I know it’s hard, and possibly very hard under the current circumstances, yet you are the only person who can approve the deal with Hamas and secure Gilad Shalit’s release. And it’s your decision alone. Even if at times it appears to you that there are people around you who assume some of the responsibility. A moment after the decision is made, they will disappear, and rightfully so. This is a decision for a prime minister, and right now you are the prime minister.
I know it’s sad, and possibly very sad even, and maybe not too fair either that the person who had to take this decision before you, Prime Minister Ehud Olmert, didn’t do it. First he declared – with arrogance and foolishness that had nothing to rely on given past experience – that we do not engage in negotiations with abductors, as if this is true. Later he kept dragging his feet, until he just left this mess for you to handle, so that you can make a decision he didn’t want to make.
While doing so (and this is even sadder,) he left Gilad Shalit trapped in the same place. Ever since then, to put it mildly, time has not worked in our favor. Hamas’ demands had not shrunk, and our bargaining ability had not improved. It didn’t happen in the year and a half since Olmert retired, and it won’t happen if you decide to pass this issue on to your successor.
I know you have a problem of image, and that people who claim that you’re prone to pressure don’t make your life more pleasant, and certainly don’t make it easier for you to take decisions on controversial matters. But that’s the way it is; you did not only choose to be a prime minister, you fought hard to get there. Therefore, you have no right to evade this decision. Certainly not now, when time is gradually running out and the fourth anniversary of IDF soldier Gilad Shalit’s captivity is approaching.

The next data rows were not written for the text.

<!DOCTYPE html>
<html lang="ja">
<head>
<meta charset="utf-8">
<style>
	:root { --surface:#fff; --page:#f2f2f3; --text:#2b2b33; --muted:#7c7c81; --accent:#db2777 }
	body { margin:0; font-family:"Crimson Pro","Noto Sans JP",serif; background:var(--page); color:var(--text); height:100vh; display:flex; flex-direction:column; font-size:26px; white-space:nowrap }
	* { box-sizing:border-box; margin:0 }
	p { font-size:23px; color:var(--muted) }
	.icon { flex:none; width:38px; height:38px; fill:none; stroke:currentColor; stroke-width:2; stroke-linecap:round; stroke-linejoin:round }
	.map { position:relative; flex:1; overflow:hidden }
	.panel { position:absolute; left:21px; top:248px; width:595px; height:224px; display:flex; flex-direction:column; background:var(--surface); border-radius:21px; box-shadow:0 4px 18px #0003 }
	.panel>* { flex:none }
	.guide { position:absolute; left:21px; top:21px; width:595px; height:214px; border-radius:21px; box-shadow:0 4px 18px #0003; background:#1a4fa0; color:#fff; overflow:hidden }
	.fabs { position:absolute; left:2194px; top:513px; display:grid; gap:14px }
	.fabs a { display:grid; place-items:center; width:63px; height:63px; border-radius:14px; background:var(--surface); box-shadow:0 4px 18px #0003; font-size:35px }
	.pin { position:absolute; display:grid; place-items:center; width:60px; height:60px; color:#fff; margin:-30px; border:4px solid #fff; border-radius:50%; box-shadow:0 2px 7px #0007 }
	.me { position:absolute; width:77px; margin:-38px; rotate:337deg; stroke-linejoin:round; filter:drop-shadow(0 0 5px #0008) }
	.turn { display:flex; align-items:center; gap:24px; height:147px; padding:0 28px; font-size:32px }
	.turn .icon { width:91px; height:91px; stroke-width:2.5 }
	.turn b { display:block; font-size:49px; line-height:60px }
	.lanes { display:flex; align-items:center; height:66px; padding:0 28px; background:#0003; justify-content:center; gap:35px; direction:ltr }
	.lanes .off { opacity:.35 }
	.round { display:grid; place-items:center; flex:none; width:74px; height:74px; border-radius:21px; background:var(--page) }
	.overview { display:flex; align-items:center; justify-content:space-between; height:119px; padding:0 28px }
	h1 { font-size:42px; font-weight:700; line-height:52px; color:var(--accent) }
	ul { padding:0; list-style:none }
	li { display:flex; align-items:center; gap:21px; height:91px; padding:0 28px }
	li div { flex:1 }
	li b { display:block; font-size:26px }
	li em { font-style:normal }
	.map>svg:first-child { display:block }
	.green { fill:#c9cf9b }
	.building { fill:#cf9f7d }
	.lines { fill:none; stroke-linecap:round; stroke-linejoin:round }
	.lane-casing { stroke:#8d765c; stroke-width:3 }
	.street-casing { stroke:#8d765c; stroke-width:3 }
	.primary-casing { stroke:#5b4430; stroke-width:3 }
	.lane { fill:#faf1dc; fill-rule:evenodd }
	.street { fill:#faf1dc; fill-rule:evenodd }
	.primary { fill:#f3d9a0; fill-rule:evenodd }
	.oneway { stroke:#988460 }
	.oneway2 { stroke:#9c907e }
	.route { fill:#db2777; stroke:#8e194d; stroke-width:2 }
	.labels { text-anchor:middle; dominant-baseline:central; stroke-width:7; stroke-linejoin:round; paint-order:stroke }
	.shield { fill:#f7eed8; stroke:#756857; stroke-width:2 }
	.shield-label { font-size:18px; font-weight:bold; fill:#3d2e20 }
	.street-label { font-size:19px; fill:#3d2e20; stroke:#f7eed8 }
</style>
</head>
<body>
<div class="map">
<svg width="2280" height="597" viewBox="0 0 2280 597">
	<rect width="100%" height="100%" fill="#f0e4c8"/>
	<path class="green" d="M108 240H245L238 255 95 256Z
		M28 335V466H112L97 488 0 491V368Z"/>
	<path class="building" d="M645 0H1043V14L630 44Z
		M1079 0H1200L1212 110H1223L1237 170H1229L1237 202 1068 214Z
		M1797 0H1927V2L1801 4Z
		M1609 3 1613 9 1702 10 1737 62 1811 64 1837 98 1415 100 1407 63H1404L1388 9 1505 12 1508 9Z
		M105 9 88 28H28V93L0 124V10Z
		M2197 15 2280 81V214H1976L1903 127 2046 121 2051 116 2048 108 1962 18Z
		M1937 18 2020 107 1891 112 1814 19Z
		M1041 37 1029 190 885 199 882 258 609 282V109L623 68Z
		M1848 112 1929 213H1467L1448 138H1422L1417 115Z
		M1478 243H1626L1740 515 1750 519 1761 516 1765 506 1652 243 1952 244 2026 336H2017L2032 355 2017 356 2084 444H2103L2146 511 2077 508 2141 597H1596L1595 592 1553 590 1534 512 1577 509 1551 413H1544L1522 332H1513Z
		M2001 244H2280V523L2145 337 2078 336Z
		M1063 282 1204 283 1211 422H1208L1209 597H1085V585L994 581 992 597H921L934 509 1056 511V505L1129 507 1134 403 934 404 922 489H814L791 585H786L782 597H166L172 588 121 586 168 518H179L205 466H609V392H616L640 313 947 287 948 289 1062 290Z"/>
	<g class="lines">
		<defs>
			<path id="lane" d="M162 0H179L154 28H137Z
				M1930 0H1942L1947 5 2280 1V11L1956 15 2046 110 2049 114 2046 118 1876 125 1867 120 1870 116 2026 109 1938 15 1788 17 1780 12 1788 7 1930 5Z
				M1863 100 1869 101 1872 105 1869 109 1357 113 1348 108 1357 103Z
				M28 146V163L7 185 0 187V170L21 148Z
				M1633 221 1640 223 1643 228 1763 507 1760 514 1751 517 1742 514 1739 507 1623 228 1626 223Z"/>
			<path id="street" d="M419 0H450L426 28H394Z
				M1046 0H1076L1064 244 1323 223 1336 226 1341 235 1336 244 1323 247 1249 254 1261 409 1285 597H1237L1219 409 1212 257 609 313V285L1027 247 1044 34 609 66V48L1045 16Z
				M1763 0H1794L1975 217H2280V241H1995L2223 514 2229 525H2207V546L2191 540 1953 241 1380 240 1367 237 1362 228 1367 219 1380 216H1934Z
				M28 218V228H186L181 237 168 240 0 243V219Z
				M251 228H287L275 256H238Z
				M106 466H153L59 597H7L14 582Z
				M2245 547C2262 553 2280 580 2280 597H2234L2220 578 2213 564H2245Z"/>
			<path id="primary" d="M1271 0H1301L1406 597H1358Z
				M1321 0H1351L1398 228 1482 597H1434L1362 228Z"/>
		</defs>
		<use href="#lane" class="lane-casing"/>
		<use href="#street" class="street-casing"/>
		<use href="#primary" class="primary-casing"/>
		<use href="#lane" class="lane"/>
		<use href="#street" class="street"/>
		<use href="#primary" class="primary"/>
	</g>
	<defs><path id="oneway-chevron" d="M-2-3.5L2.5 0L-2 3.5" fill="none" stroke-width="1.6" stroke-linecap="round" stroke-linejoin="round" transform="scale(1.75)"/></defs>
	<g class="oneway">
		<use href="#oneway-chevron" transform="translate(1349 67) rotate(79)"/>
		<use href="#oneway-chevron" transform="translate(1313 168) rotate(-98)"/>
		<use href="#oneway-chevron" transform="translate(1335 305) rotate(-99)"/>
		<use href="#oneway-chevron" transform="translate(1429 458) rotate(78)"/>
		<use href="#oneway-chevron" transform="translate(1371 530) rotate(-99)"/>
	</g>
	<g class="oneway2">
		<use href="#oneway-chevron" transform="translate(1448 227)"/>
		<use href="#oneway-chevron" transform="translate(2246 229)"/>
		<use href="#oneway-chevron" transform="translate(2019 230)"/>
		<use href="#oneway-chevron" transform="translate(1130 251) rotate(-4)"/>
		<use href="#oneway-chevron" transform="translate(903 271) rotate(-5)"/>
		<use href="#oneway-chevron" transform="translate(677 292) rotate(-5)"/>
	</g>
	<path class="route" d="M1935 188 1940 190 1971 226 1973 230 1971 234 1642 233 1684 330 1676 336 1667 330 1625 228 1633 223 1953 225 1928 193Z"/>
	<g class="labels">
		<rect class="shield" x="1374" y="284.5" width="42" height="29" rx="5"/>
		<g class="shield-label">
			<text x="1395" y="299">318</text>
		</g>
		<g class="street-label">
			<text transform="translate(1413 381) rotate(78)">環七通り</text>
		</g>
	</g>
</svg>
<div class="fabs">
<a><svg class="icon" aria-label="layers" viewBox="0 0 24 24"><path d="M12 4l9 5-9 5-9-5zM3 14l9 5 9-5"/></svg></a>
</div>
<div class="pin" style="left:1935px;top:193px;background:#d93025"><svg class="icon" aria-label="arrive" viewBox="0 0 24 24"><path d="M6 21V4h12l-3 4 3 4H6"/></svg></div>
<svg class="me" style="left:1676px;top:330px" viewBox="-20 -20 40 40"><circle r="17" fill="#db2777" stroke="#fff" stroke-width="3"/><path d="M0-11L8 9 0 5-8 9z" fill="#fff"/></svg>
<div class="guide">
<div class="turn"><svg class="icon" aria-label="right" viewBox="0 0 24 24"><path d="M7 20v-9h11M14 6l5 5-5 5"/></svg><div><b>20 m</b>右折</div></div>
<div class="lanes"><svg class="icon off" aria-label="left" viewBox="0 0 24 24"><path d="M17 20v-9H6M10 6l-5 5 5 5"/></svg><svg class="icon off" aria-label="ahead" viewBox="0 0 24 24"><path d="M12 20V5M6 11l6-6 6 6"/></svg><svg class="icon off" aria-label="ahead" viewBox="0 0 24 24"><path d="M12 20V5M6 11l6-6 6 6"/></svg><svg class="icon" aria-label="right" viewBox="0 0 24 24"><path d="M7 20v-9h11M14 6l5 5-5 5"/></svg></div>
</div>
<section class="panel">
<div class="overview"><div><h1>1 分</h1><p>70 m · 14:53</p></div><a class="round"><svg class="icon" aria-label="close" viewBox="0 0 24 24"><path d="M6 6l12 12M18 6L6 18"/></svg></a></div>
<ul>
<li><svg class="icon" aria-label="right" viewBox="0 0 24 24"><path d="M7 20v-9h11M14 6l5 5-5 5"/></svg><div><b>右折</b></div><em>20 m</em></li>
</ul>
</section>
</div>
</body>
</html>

I know it may not appear that way at the moment, but the latest Shalit campaign and the popular journey to Jerusalem will prompt Gilad Shalit’s release. Because the masses who decided to join the journey made this choice, and this choice – after reaching a critical mass – can move mountains. Check what happened here in the past. It’s all in the books.
After four years, everyone is familiar with the risks. We even know that the risks are real, but we also know the implications of leaving Shalit over there. We know it’s a complex deal, with difficult implications; we know that it may bring hundreds of activists to the streets, and that at least dozens of them will immediately take part in acts against Israel. We also know that this move may create more motivation for more abductions, while undermining Israel’s deterrent power. It may also undermine Fatah and destabilize Mahmoud Abbas’ position.
Yet when it comes to the bottom line, many citizens in this country decided that the price needs to be paid, and that returning Gilad Shalit is part of the State of Israel’s ethos – possibly one of the last parts of what used to be a constitutive national ethos; a remnant of values that were wholly blurred around here, in the framework of the general liquidation sale, the privatization malady, the corruption, and the revulsion.
I know you may not see this, but the writing is on the wall, and it tells you that you’re out of time on this issue. At this time, and only now, you can choose whether to lead this move, or drag behind the people heading to Jerusalem. Sadly, you can’t have it both ways. And to end on a positive note, it is possible that in this case capitulating to public pressure can be very sweet; sweet, and right.